In his final point during his testimony before the U.S. Commission on International Religious Freedom (USCIRF), Meserole observed that “digital technologies have also made it easier to monitor the religious beliefs an individual expresses and engages with.”

“The smartphone in particular has revolutionized state surveillance of religious belief,” he said. “Not only are Chinese authorities able to monitor messages on WeChat and other applications, but they can also require individuals to install logging software that tracks all video, audio, and text stored on the phone or accessed online.”

He added that the Chinese government does not stop at surveillance of its population, but instead combines these measures “with longstanding forms of mass repression.”

Tony Perkins, head of the pro-family lobby organization Family Research Council and one of nine USCIRF commissioners, emphasized that “key technological components driving China’s surveillance state come from American businesses and researchers, while some companies have actively cooperated with Chinese authorities to make such surveillance possible.”

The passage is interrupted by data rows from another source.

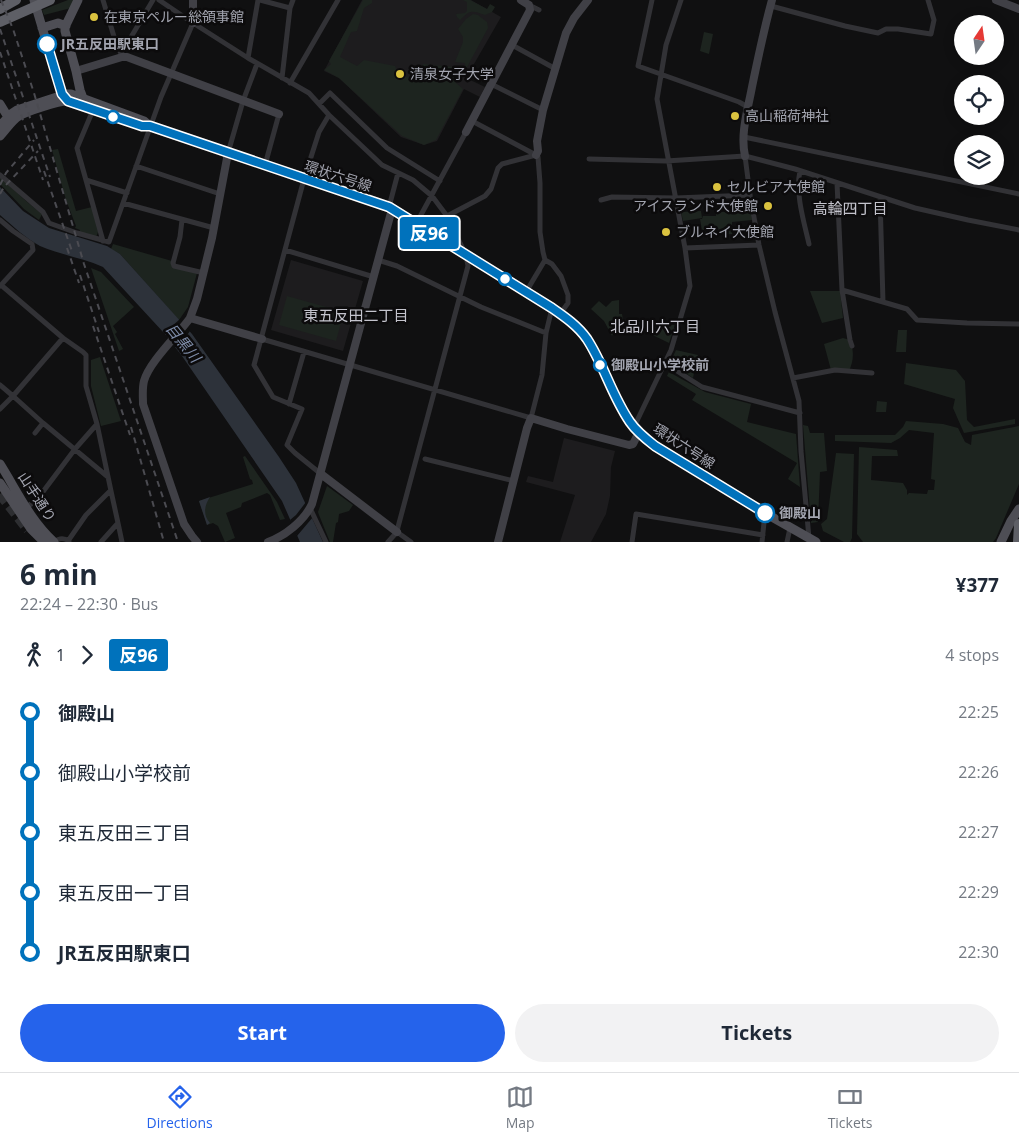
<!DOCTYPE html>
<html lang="en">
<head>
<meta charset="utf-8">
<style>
  body { margin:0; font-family:"Open Sans","Noto Sans JP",sans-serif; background:#f2f2f3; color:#1f2937; height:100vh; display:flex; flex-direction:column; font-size:19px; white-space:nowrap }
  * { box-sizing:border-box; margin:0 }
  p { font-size:16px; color:#747a83 }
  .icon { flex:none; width:28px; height:28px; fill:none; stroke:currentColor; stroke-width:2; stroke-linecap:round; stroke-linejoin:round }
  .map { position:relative; height:542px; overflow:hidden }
  .drawer { display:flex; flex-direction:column; background:#fff; flex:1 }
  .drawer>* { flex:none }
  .badge { padding:0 10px; border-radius:4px; font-size:18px; line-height:32px }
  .needle { width:32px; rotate:13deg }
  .controls { position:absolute; left:954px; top:15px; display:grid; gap:10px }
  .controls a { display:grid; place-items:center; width:50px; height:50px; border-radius:50%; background:#fff; box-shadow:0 2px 12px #0003; font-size:25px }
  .map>.badge { position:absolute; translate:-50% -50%; box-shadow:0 0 0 2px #fff }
  .legs { display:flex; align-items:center; gap:8px; height:55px; padding:0 20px; font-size:16px }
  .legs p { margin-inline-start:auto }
  .overview { display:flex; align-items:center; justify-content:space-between; height:85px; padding:0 20px }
  h1 { font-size:28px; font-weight:700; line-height:38px }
  .cta { display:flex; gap:10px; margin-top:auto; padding:10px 20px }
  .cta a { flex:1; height:58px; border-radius:30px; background:#2563eb; color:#fff; font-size:20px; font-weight:700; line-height:58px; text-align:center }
  .cta a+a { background:#f2f2f3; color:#1f2937 }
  ul { padding:0 20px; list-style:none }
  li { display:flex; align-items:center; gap:18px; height:60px; font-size:19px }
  li i { display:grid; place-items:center; width:8px; height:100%; margin:0 6px; background:currentColor }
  li i::after { content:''; width:12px; height:12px; margin:-6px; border:4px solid; border-radius:50%; background:#fff }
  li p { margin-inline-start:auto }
  li:first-child i { background:linear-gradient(#0000 50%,currentColor 0) }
  li:last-child i { background:linear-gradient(currentColor 50%,#0000 0) }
  .tab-bar { display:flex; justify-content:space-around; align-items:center; height:70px; border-top:1px solid #e0e1e3; background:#fff; font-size:14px; color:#747a83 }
  .tab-bar a { display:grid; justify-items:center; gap:2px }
  .tab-bar .active { color:#2563eb }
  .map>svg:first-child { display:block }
</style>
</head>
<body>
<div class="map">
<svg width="1019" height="542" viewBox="0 0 1019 542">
  <rect width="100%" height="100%" fill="#101011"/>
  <path fill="#1d1c1e" d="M362,0h109l30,17 -35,61 19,9 -5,10 -16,-8 -27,52 -13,4 -23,-8 -62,-59 -15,-7z
    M291,260l72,21 -20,70 -72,-21z
    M564,438l51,13 -4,16 -1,29 -4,18 -15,28h-31l15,-47 -49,-13 2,-6 25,6z"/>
  <path fill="#1d241f" d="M68,0h7l-4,8 -27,7 -2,-5z
    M363,0h9v3l-8,5 -7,23 -6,1 -11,25 17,9 7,-6 31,6 3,9 22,5 3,-16 40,4 -7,15 7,6 -27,51 -12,5 -22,-9 -63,-58 -15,-8 7,-6 -2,-3z
    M463,0h7l17,9 3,-5 5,3 -3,5 -7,3c-14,-5 -15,-5 -25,5l-3,-3 -1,-3 9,-1 2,-2v-9z
    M473,14l5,1 9,7 1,6 -22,41 -1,-6 -10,-1 8,-20v-5l-5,-8 8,-10z
    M704,32l9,2 -4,20 -9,-3z
    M58,149l18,62 16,-4 7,23 -3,7 -17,-5 1,-2 -5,-2 1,-2 -10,-26 -14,-50z
    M0,177l26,24 16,13 -3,6 -15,-11 -24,-25z
    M680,200h1l1,12 19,-1 1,7 -19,3 -4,-19z
    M734,205h16l2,15 -20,2v12l-29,2 -3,-17h2l1,-3h13v-4h19z
    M113,244l59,17v3l25,9 -9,34 -9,13 -59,-66 -9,-5z
    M91,268l10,4 33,35 -21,19 4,6 -2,2 8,15 -4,2z
    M810,291h30l3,27 -21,5z
    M287,296l57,16 -8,29 -57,-16z
    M619,300v14h3l1,6 52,5 -6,18 -35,-17 -2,3 -14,-6 -6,13 -8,-15 -13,-12 8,-8 7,6 6,-6z
    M898,330h9l-1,22h-10z
    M843,338l7,2c4,11 4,20 -1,31l-18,-1 -7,-26z
    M676,350l22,5 -5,23 -23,-15z
    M100,357l21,64 -20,5 -10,-40v-26z
    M906,363l50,7 9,11 2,39 7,7 41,-8v5l-51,9 -11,-25 2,-9 -51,-15z
    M669,372l36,20 46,12 -4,18 49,12 4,53 -12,-8 9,-16 -105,-63 4,-6 -29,-18z
    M877,401l10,1 -1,10h-10z
    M906,421l37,3 15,4 7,14 6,3 1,-10 47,-9v58l-23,54 -3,4h-130l-6,-8 2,-87 38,3 1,6h-26l-1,24 32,3 4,7v5l2,-2 18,1 1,-4h6l1,-10 -4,-1 3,-46 -25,-3 -9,8 -9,5 -56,-2v-6h60l8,-8z
    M803,425l5,1 2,7h14l3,38 -7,1 -2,50 -7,1z
    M836,453l18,1 -2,84 -2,4h-6l-21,-11 -2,-7 6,-5z
    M245,456l32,46 8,17 -5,1 -10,-25 -3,-2 -25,10 -1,4 -15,6 9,25 -10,4 -7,-16 -5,-3 -6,2 -8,-24 54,-17 -1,-4 -2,-1 -7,-22z
    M327,486l26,19 -4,6 -10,3 -1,8 -2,1 -3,19h-3l-11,-27 -1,-3z"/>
  <path fill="#2d323a" d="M0,187l23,24 26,17 58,18 13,8 72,80 87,123 17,26 27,59h-23l-18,-41 -100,-145 -18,-23 -61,-66c-20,-9 -42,-12 -63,-21 -15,-8 -27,-20 -40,-31z
    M210,497c-6,9 -7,18 0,26l-3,2 -8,-24z"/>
  <path fill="#101011" d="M180,319l10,12 -7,10 -9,7 -9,-12 6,-9z
    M306,502l7,15 -16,19 -7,-16 6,-5z"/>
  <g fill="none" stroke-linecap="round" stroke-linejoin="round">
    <path stroke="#2d2e31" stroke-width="10" stroke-dasharray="10 5" stroke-linecap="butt" d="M0,494l28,36"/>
    <path stroke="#323236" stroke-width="5" d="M103,0l12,40 7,16
      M159,0l34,23 55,35 61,35 20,22 53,50 31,15 19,16 15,20 19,39 2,11 -70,261 -1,5 -9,10
      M260,0l30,8
      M652,0l-14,66 101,36 9,5
      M529,5l10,5
      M771,6l74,20 33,7 8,-4h12l33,5 3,-14 -6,-20
      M512,45l42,23
      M121,54l32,-54
      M248,58l10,-58
      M282,78l8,-70 3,-8
      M290,83l48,-83
      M491,84l52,26
      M319,104l11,-11 57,55 53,33
      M93,110l-16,38 26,93
      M472,121l64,34 2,2 2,26v49l3,20 2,8 7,4 9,12 7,19v8l-8,11
      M744,137l275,57
      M228,153l15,-52 14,-37
      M745,156l5,39 9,50 16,67 24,89 2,50 8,87
      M589,159l77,2 79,-5 50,13 120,39 53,12 51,10
      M265,165l14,-51
      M136,166l84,28
      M800,171c-5,22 4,51 9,73
      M0,175l43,37 6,11 28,10 32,9 52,-145 32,-74
      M86,180l41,13
      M837,183l5,107 8,50 2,6
      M880,197l3,105
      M601,200l11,-3 64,1 74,-3
      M123,203l91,25
      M389,207l9,-34
      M0,220l13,11 19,13 1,6 -32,35h-1
      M182,220l-2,17 -7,26 1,3 30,7
      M416,224l50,-92
      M426,231l21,-15 38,-20 6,-7 7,-21 4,-4 34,-9
      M685,248l74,-3
      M285,250l89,27
      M378,260l19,6 84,41 65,26
      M0,286l1,-1 62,53
      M842,290l65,19 10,11 50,3 52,1
      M526,292l19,-32
      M262,339l269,79 11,-43 4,-42 6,-25
      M666,364l36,23 98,26
      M793,378l42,-8 37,3
      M0,385l13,11 -13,13
      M289,404l15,-52
      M634,427l37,-77 19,-64 -5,-38 -28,-149 9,-54 15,-45
      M35,433l8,-10 65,54
      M425,459l89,22
      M321,474l-26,-21 -8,-8 15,-36 -29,-12 -19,-32 50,-186 15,-47 10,-17
      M26,507l10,-6 39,-52 22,-25 -11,-38v-31l-3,-3 -20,-14 -50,58 30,27
      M310,508l16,34
      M118,523l4,19
      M397,532l14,10
      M68,541l18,-26 23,-23 2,-1 -14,-67
      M54,542c5,-4 9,-5 15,-1
      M101,542l17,-19 -7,-32
      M632,542l4,-28 127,21
      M762,542l3,-29
      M787,542l3,-14"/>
    <path stroke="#404046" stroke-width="8" d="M996,0l23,9
      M193,23v-23
      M76,71l46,-14h5l152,57
      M466,132l64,-122 -1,-5 -8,-5
      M536,155l2,-4 -1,-10 6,-31 23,-77 8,-15 14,-18
      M745,156c-5,-22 3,-47 7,-69 6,-29 12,-58 20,-87
      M190,318l7,-19 15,-61 16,-85
      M321,474l76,58
      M197,542l-5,-6 -8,-12 -41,-120c0,-8 -1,-15 1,-23 5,-19 34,-46 46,-63l72,21
      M268,542c17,-6 36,-21 44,-38l80,-295
      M498,542l29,-114 4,-10 36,11 62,16 4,-1 6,-12"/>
    <path stroke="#4e4e55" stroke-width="9" d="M34,0l26,88 5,9
      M78,0l-13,27v4l11,40 4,19 3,8
      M42,28l16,-5 8,3
      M0,104l8,13
      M0,126l11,-12 6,-4 49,-16h5l73,27 6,5
      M0,136c6,-6 11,-15 19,-20 8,-5 39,-15 49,-15l74,25h8l239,81 163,101 18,13 17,18 42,83 20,20 116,71 51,29
      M0,464c17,27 30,56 54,78
      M0,483l31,46 13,13
      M1001,542l10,-21 8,-12"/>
    <path stroke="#5e5f66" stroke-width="10" d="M0,9l16,-9
      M0,22l50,-22
      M1018,542l1,-18"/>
    <path stroke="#4b4b51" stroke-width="2" stroke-dasharray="6 5" stroke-linecap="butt" d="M1,0l12,29 21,64 50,171 94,278
      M0,29l50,148
      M0,52l43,128
      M44,171l29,83
      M0,185l6,-12 28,-33
      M0,194l4,-7 34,-36
      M67,248l12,35
      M80,275l19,57
      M93,326l37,109
      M131,427l33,115"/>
  </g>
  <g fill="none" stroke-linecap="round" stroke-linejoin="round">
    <g stroke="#fff" stroke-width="11">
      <path id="line-1" d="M47,44l15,50 6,7 74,25h8l239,81 163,101c13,9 26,18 35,31 17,26 25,57 43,83 6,9 16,17 25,24l110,67"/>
    </g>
    <use href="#line-1" stroke="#0072bc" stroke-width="8"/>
  </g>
  <g fill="#dac23f" stroke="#0c0b0c" stroke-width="2">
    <circle cx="94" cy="17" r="5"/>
    <circle cx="400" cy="74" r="5"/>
    <circle cx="735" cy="116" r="5"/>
    <circle cx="717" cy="187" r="5"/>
    <circle cx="768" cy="206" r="5"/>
    <circle cx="666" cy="232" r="5"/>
  </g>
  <g fill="#fff" stroke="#0072bc" stroke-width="2.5">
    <circle cx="47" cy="44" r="9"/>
    <circle cx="113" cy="117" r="6"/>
    <circle cx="505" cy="279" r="6"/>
    <circle cx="600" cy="365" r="6"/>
    <circle cx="765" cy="513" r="9"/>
  </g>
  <g text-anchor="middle" stroke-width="5" stroke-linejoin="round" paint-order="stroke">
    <g font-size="14" fill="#a3a5b0" stroke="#0c0b0c" text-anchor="start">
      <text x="104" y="22">在東京ペルー総領事館</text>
      <text x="410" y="79">清泉女子大学</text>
      <text x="745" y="121">高山稲荷神社</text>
      <text x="727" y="192">セルビア大使館</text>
      <text x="758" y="211" text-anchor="end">アイスランド大使館</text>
      <text x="676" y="237">ブルネイ大使館</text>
    </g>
    <g font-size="14" font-weight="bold" fill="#a3a5b0" stroke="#0c0b0c" text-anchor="start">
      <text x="61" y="49">JR五反田駅東口</text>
      <text x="611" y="370">御殿山小学校前</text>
      <text x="779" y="518">御殿山</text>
    </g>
    <g font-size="14" fill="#a3a5b0" stroke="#0c0b0c">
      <text transform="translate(338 176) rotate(18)" y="5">環状六号線</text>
      <text transform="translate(684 446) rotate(33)" y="5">環状六号線</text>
      <text transform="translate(37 497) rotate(57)" y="5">山手通り</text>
    </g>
    <g font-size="15" fill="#c4c4cd" stroke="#0c0b0c">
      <text x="850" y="214">高輪四丁目</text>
      <text x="356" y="321">東五反田二丁目</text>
      <text x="655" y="332">北品川六丁目</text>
    </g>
    <g font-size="15" font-style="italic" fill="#7e8ca8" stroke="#0c0b0c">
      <text transform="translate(183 343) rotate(51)" y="5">目黒川</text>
    </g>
  </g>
</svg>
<div class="controls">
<a><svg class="needle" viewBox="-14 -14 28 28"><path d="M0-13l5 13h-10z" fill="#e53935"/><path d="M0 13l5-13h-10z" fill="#747a83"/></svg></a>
<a><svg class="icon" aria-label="locate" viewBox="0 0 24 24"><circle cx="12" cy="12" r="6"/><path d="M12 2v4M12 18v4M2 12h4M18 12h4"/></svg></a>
<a><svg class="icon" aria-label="layers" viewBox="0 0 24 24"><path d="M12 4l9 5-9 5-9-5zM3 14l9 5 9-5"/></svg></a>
</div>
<b class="badge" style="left:429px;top:233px;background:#0072bc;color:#fff">反96</b>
</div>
<section class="drawer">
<div class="overview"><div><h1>6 min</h1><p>22:24 – 22:30 · Bus</p></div><b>¥377</b></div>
<div class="legs"><svg class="icon" aria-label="walk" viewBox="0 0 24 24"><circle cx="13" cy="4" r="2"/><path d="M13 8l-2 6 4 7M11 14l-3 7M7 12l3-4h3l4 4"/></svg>1<svg class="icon" aria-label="forward" viewBox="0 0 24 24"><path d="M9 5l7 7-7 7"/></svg><b class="badge" style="background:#0072bc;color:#fff">反96</b><p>4 stops</p></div>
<ul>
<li><i style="color:#0072bc"></i><b>御殿山</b><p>22:25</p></li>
<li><i style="color:#0072bc"></i><span>御殿山小学校前</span><p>22:26</p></li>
<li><i style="color:#0072bc"></i><span>東五反田三丁目</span><p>22:27</p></li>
<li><i style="color:#0072bc"></i><span>東五反田一丁目</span><p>22:29</p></li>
<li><i style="color:#0072bc"></i><b>JR五反田駅東口</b><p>22:30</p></li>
</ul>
<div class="cta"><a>Start</a><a>Tickets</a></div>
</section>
<nav class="tab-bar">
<a class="active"><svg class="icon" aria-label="directions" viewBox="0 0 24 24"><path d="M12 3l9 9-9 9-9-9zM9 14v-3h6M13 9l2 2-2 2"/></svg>Directions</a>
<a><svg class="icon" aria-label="map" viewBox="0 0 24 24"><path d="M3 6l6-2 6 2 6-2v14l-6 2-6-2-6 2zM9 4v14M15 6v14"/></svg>Map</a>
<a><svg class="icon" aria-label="tickets" viewBox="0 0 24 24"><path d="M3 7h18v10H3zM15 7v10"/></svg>Tickets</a>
</nav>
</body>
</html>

Perkins even mentioned some American businesses by name. “We know China’s surveillance industry depends on imports of advanced processors and sensors from American companies, including Intel and Nvidia.”

He also referred to “Google’s planned development of Project Dragonfly” – canceled only after the tech giant’s employees protested the initiative – which “would have enabled its search engine to conform to China’s Great Firewall censorship standards.”

Perkins said “we also have a responsibility to ensure that the fruits of American innovation are not distorted into a dystopia.”

USCIRF was created in 1998 as an independent, bipartisan U.S. federal government commission, monitoring “the universal right to freedom of religion or belief abroad.” The organization releases an annual report on the state of religious freedom worldwide.